====== Entries shown ======

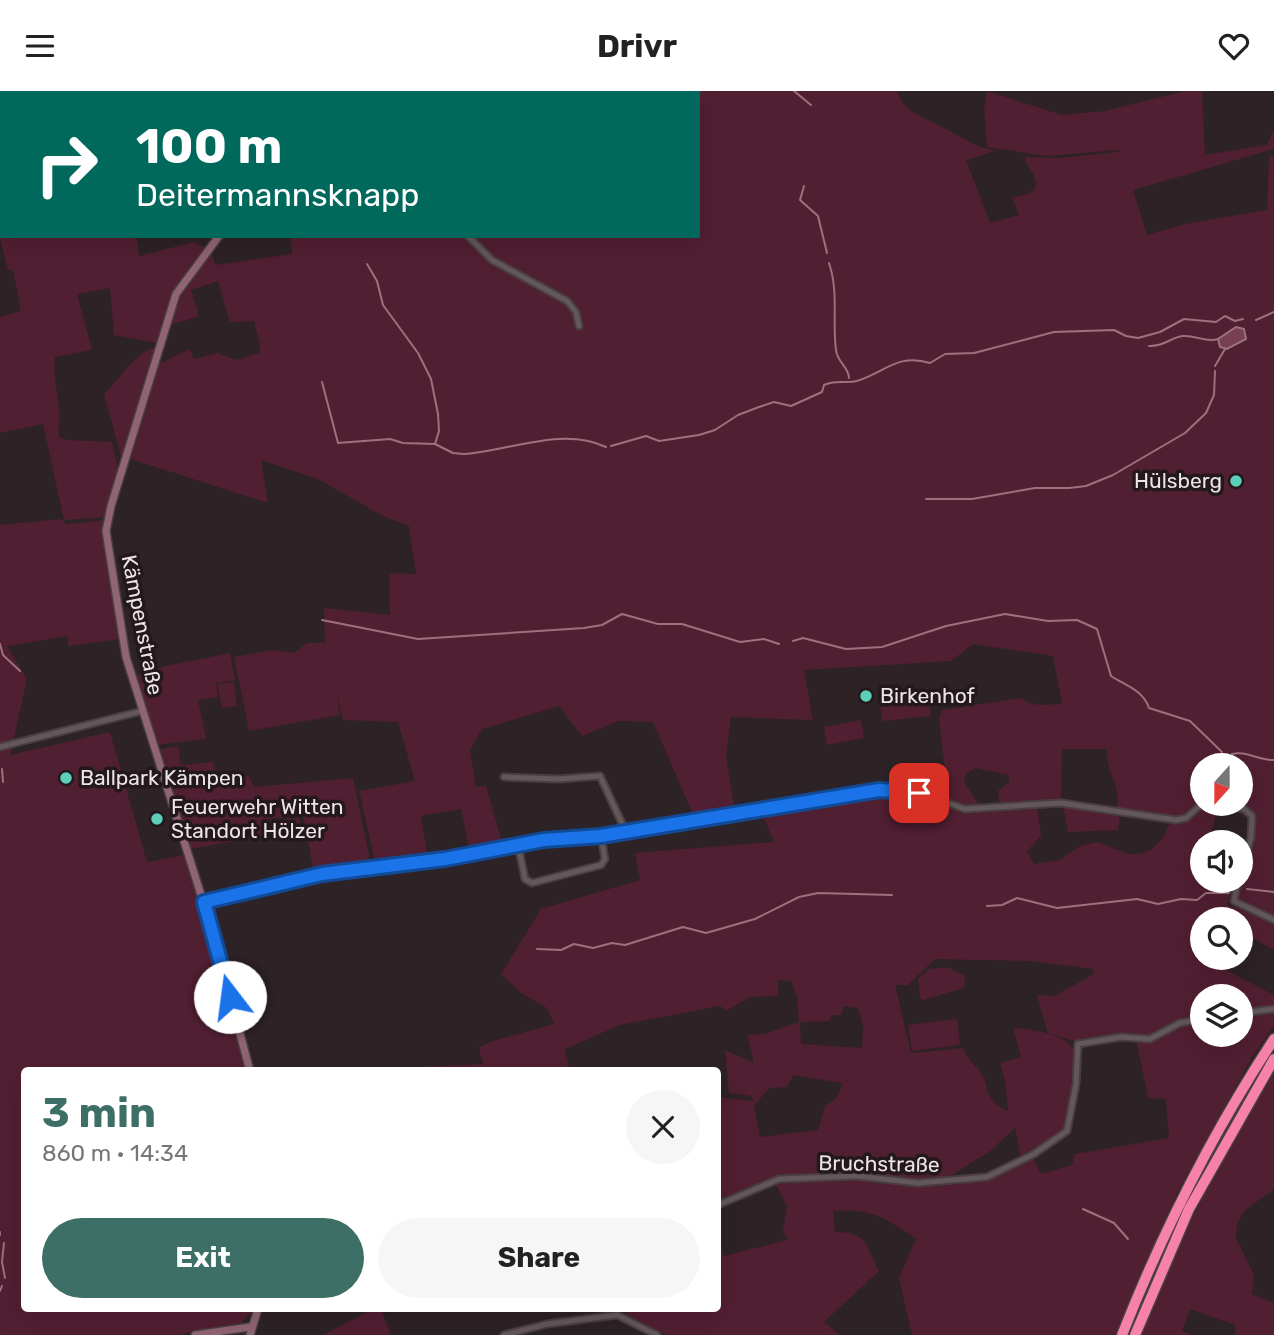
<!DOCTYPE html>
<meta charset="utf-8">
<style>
body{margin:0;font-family:Rubik,sans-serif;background:#f6f6f6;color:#222;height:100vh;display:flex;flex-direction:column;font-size:26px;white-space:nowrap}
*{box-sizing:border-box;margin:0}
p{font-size:23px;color:#767676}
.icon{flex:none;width:38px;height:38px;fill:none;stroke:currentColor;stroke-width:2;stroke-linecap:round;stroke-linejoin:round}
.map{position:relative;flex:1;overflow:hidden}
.details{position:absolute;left:21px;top:976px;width:700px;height:245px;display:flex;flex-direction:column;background:#fff;border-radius:7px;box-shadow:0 7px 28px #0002}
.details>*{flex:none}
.hud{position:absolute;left:0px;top:0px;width:700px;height:147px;box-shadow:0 7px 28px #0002;background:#00695c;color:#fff;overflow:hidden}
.needle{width:46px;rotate:201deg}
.tools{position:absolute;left:1190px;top:662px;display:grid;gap:14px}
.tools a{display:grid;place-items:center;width:63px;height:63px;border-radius:50%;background:#fff;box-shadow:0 7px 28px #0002;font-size:35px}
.pin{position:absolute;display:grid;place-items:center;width:60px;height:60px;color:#fff;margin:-30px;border-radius:14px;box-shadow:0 4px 10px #0006}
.me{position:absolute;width:77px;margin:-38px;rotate:345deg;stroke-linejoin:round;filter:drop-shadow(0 0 5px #0008)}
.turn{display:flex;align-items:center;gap:24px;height:147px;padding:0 21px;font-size:32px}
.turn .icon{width:91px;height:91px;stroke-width:2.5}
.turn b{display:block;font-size:49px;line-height:60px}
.round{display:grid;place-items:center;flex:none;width:74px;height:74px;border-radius:37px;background:#f6f6f6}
.headline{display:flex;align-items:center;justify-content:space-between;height:119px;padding:0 21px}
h1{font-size:42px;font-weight:700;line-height:52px;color:#3d6f66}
.primary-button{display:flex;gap:14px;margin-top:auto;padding:14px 21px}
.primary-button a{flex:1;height:80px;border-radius:42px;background:#3d6f66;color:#fff;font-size:28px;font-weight:700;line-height:80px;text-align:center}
.primary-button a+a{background:#f6f6f6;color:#222}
header{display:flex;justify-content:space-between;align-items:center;height:91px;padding:0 21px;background:#fff;font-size:32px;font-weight:700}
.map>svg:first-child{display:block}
.green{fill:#511f32;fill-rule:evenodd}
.water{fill:#794053;stroke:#9c717f;stroke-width:2}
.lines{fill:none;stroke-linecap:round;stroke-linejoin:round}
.stream{stroke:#9c717f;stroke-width:2}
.street-casing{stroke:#493f42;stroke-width:9}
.secondary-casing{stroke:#493f42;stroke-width:10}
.highway-casing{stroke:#493f42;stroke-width:13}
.street{stroke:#64575a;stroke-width:5}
.secondary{stroke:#906472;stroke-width:7}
.highway{stroke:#f681a9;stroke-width:10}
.route-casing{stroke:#114b97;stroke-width:18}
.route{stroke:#1a73e8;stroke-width:12}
.poi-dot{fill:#5dceb9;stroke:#23181b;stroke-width:2.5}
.labels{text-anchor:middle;stroke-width:7;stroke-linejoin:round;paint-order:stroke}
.poi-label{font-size:21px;fill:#ece4e6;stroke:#23181b;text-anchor:start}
.street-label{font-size:21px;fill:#ece4e6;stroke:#23181b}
</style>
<header><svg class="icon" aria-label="menu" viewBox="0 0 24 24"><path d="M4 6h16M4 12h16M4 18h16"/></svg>Drivr<svg class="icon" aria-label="heart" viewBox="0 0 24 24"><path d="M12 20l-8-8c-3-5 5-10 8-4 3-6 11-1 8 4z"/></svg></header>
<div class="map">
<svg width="1274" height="1244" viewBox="0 0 1274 1244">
<rect width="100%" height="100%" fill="#2d2225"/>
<!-- green -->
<g class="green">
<path d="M224,0H530L217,2Z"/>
<path d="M538,0H897C905,22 919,24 938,34C958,44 973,55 995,60L966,69L990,132L1019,124L1012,106C1043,103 1040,92 1025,70L1026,66L1060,67L1119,61L1118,59L1047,65L987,56L984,18L987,0L1062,24L1105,20L1185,0H1202L1205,64L1267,54L1274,38V58L1133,99L1147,144L1185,133L1267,119L1269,65H1274V825L1241,813L1236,808L1256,734L1250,719L1225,712H1241V674H1202V711L1179,726L1117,718C1121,689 1106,686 1107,658H1062L1061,710L1000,716L998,700L1009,691V684L975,677L966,683L964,691L981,717L949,712L939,628L942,619L1022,607C1034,618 1048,612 1062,613L1053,565L973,553L951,570L804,579L813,629L731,626L726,665L735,721L695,728L653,631L618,630L582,645L559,615L482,638L470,659L476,696L486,695L503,755L470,761L461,718L421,725L428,768L376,774L359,700L415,690L398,631L343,629L336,599L340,624L249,640L234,566L272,559L294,562L307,552H325L324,517L390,524L389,482L416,483L409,435L381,424L318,388L261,369L268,412L131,368L159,273L190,258L194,268L217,262L236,269L259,262L260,254L254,230L230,231L218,190L191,199L199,225L170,234L183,195L211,160L215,174L292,163L290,145H698V2H534Z"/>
<path d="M0,66L2,145H137L139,165L194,151L205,157L175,200L157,252L114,244L110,197L77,203L92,259L55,266C53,285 57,299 59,317C60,327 58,337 59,346L66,349L112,351L119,381L105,426L64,429L43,333L0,342V226L21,220L13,179H8L0,148Z"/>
<path d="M158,256L122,369L104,303C120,289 136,258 158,256Z"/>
<path d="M61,428L67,433L105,429L120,548L68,555V545L7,555L27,588L10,664L110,641L147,771L185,764L190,775L248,980H24V1218H255L241,1232L178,1244H0V434Z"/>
<path d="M230,562L235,589L216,592L218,606L198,609L206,648L155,654L133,586L166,575Z"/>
<path d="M234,591L237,615L222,617L217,593Z"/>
<path d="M928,597L931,625L882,630L879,603Z"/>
<path d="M861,629L864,647L827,654L824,636Z"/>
<path d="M178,655L181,674L213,671L219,689L249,685L254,696L353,687L371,773L314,782L303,724L261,729L263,745L190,758L157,659Z"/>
<path d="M879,701L919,704L968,721L1037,716L1041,745L1027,760L1034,773L1060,769L1080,755L1098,751L1128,763H1139L1151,759L1163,747L1171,730L1183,731L1204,714H1218L1210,749L1222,751H1202V789H1234L1227,814L1257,822L1274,831V859L1254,848L1241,862V828H1202V866H1237L1226,879L1274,904V934L1251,968L1179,1098L1115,1244H912L899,1187L916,1148C889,1128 868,1116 833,1120L835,1141C868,1141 865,1154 879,1180L824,1231L840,1244H667L631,1228L625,1221L626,1218H718V1143L724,1165L788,1149L783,1140L787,1115L775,1092L863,1086L926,1094L984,1089L1033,1066L1041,1083L1072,1074L1075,1063L1169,1047L1166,1008L1148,1007L1135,943L1078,951L1048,942L1037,904L1055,905L1092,884L1094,878L1030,870L935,868L908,894H895L911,962L963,957C968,967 972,972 979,979C992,994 979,1006 1008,1020L1005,990L1000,972L1021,966L1013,937C1031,938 1065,942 1075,960L1067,1037L1021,1067L1015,1037L990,1060L946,1088L920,1090L856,1083L777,1087L718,1111V1006L754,1010L751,1005L729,1002L725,959L754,972L747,944L765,943L799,931L797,906L791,890L778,889V905L750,906L726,920L720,915L620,934L565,958L570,980H395V977L483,973L479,957L489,951L554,933L547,917L521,902L501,883L541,818L640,789L635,762L774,751L761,720ZM1202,905H1241V943H1202ZM843,915L858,917L863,935L862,957L801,953L800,931L830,930L831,924H842ZM793,984L842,992C840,1004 836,1009 825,1015L818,1039L760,1046L754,1015L769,997L787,996Z"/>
<path d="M1063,714L1120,722L1118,739L1068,741Z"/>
<path d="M299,727L301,742L268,746L266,730Z"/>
<path d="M947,876L965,885L964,897L923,909L920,907L918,888L929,878Z"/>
<path d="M957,928L960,954L912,960L908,934Z"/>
<path d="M1274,982V1098L1244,1120L1237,1133L1236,1147L1254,1184L1252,1203L1274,1212V1244H1235V1234L1190,1218L1182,1240L1193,1244H1142C1175,1152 1223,1066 1274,982Z"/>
<path d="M373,1218H381L391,1244H323Z"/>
</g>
<!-- water -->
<path class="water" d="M1236,236L1244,238L1246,248L1227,258L1220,256L1218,248Z"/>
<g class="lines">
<!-- stream -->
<g class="stream">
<path d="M794,0L811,14"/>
<path d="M804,95L800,109L818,125L827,162"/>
<path d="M829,172C839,202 832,229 836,259C837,271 849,276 849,287"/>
<path d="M367,173L377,190L383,214L418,262L431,288L438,323L439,340L435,353"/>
<path d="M1256,229L1274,221"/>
<path d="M1149,255C1164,256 1171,246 1183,245C1196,244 1206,252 1218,248"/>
<path d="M1215,275L1225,258"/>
<path d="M322,291L338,352L390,348L403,352L435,353L453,362L464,363C509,360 562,335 606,356"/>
<path d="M611,355L646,345L659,350L699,344L715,339L738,324L759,316L774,311L791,315L822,301L824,294C836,288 846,293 857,290C885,281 898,262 930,272L945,263L974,262L1054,241L1114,239L1126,245L1138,247L1160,241L1184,228L1216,231L1225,225L1235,230L1243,228"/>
<path d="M926,408H972L1035,397H1069L1086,395L1113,384L1185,342L1206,322L1214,304L1215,280"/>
<path d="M322,529L418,548L584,537L602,534L622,523L658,533H682L740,551L764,548L779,553"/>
<path d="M793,550L803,547L846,558L882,556L946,535L1005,523L1048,530L1077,529L1097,538L1111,585C1126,595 1143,599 1149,617L1190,630L1222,661"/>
<path d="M0,553L3,564L20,580"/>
<path d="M1232,663C1245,659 1260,670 1274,669"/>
<path d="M2,678L3,691"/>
<path d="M1247,798L1274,801"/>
<path d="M987,815L1002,814L1017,807L1057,817L1137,808L1158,813L1181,808L1197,809L1206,802H1229"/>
<path d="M537,858L561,859L574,853L593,857L612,852L625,854L683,836L706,842L755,828L799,806L818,802L892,804"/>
<path d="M1083,1118L1114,1132L1128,1148"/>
<path d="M0,1141V1144"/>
<path d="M4,1152L2,1171L5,1187"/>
<path d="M0,1200L2,1195"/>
</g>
<!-- street casing -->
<g class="street-casing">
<g id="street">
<path d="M413,0L418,2"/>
<path d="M388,2L394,0"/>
<path d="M530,2L534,0"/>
<path d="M468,145L492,169L567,210L576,221L579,235"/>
<path d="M0,656L142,620"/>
<path d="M504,686L558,688L600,685L626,741"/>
<path d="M1218,712L1244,718L1252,725L1251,747L1241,779"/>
<path d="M518,754L525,788L532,792L601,774L605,768L601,745"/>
<path d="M1238,789L1234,810L1274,829"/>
<path d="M204,811L322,783L445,768L544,749L601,745L879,699L919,702L965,718L1061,712L1176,729L1186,727L1203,712"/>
<path d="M1241,922L1274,918"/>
<path d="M718,1114L779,1088L857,1085L918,1092L987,1086L1034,1063L1067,1040L1076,993L1078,953L1121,946L1150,948L1180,932L1202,928"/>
<path d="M504,1244L547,1233L617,1224L657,1244"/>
</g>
</g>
<!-- secondary casing -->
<g class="secondary-casing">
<g id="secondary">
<path d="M85,0L86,2"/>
<path d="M219,145L176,203L111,415L106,440L126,566L213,842L250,980"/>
<path d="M195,1244L250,1236"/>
<path d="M250,1244L258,1218"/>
</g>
</g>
<!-- highway casing -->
<g class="highway-casing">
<g id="highway">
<path d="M1122,1244C1163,1140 1213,1041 1274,948"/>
<path d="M1135,1244L1189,1118L1274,968"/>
</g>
</g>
<!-- street -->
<use href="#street" class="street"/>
<!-- secondary -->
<use href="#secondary" class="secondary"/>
<!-- highway -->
<use href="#highway" class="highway"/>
</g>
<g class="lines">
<!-- route casing -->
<g class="route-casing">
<path id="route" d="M230,906L204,811L322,783L445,768L544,749L601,745L879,699L919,702"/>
</g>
<!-- route -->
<use href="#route" class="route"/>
</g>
<!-- markers -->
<g class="poi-dot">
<circle cx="1236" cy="390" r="7"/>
<circle cx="866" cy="605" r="7"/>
<circle cx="66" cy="687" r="7"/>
<circle cx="157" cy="728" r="7"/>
</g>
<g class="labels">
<!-- poi labels -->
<g class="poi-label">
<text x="1222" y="397" text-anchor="end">Hülsberg</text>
<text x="880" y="612">Birkenhof</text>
<text x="80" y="694">Ballpark Kämpen</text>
<text x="171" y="723">Feuerwehr Witten<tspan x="171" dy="24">Standort Hölzer</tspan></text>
</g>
<!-- street labels -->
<g class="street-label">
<text transform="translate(142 534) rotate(79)" y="7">Kämpenstraße</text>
<text transform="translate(879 1073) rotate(1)" y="7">Bruchstraße</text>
</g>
</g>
</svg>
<div class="tools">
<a><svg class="needle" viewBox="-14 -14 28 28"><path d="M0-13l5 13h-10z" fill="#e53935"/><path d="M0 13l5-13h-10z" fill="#767676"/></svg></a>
<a><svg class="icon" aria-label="sound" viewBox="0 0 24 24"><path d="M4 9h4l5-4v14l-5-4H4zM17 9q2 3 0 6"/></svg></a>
<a><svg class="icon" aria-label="search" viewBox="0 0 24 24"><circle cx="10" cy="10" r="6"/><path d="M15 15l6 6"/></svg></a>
<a><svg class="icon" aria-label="layers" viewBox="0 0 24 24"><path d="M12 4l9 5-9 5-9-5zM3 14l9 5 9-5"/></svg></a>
</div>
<div class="pin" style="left:919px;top:702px;background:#d93025"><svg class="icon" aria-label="arrive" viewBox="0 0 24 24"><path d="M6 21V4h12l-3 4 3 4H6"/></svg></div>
<svg class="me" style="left:230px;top:906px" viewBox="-20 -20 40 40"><circle r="19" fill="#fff"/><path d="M0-13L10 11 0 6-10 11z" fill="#1a73e8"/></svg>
<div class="hud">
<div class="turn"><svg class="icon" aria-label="right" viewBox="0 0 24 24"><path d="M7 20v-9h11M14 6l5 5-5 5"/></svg><div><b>100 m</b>Deitermannsknapp</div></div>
</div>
<section class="details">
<div class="headline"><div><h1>3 min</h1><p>860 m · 14:34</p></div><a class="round"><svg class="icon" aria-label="close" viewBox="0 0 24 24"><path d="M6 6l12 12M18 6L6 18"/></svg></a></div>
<div class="primary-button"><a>Exit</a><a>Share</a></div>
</section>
</div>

======

- Problem details
Where in the entries does the word "overflow" occur? Copy out each line that has it.

- Written reply
.map{position:relative;flex:1;overflow:hidden}
.hud{position:absolute;left:0px;top:0px;width:700px;height:147px;box-shadow:0 7px 28px #0002;background:#00695c;color:#fff;overflow:hidden}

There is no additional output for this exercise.